Where does this take me

Of course it's all about power, someone says to me the other day, and I think, yes, of course it is. 

Since my trip to the States, I have been back reading Foucault and trying to prepare some writing for my supervisors next week, based on my preliminary analysis of my data. Foucault is hard for me to get--I don't get it. I think I get bits of it, but I'm too apprehensive to cite it in my writing as I might have missed something and by citing it, am only advertising my own ignorance. I don't want to do that. Still, there are a lot of good things to be found out in Foucault. I'm just not sure how to access them.

I've been back for a week now, and I still feel scattered about the things that I need to be done, but I'm not sure what order to look at them. I have to give a presentation at Middlesex on Monday about my research and have decided to, rather than taking out the same presentation I have been doing for the last year, to start over and talk about something new. It's a good idea, but it means that I have to think more carefully about it and I will feel more unsettled when I am giving it as I'm not sure where it leads. The presentation I gave in the States was more or less what I had been doing all of last year, so I was confident with my descriptions and the arch of it. I knew the timings well, could recite the data if I needed to. I stand up and after a minute of talking, I am a god: I can't be touched. For this new presentation, I am going to try to tie together three videos that I haven't tried to tie together yet and I will be hesitant, unable to fake godliness or other worldliness.

The kids are feeling a bit better, but still not 100%. Naomi is still coughing and just needs to get all the junk out of her lungs. This process ('hacking shit up', to put it bluntly) is something you learn, I realised as I was listening to her cough. How do you teach a kid to cough from deeper in their lungs? I'm not sure. I'm not qualified to be a father.

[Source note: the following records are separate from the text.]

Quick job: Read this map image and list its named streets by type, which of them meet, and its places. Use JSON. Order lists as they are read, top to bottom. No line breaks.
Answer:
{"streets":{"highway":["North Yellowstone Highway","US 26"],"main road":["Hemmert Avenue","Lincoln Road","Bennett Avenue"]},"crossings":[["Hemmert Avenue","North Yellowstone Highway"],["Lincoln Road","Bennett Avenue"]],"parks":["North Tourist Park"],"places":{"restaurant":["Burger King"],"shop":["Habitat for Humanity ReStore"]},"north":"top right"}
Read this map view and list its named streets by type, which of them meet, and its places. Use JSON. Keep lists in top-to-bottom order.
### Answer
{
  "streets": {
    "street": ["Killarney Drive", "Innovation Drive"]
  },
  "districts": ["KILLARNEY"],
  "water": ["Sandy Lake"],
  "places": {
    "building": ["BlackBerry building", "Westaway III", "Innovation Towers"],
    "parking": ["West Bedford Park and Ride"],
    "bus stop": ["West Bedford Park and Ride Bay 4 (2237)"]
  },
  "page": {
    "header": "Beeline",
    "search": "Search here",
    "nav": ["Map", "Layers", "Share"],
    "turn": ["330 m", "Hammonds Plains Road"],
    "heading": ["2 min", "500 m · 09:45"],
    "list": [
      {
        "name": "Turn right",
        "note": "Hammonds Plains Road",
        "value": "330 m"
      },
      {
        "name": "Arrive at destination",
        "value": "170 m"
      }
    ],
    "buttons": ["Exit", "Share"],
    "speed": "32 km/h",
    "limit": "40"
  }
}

Yoko is also pregnant, something I forget about from time to time, which makes me also not qualified to be a husband. It's only a matter of time now: three and a half months and the baby will be born. I'm looking forward to Mia being here, to the settled feeling that comes when the babies are born. It lasts for about two or three months. This summer should be nice again: windows open, new baby, a year of funding still ahead. The future is growing less and less frightening. 'If you're gonna sit next to the dealer, you get to bet blind.'

I was in Birmingham on Monday to see a friend and mentor of mine who is in the country for a presentation and meetings. As I took the train from Birmingham New St out to the university, I had the strangest feeling of coming home. I came up out of the station and G was standing there, and I thought, yes, this all feels very familiar. I went up to the department that I work for part-time, but at distance, and saw all the people I trade e-mails with all week long. It was nice: good to feel like there is a place behind all the work. If my path leads there, eventually, I would be inexplicably happy. I doubt it will: I don't see how it will, but it would be nice to go home.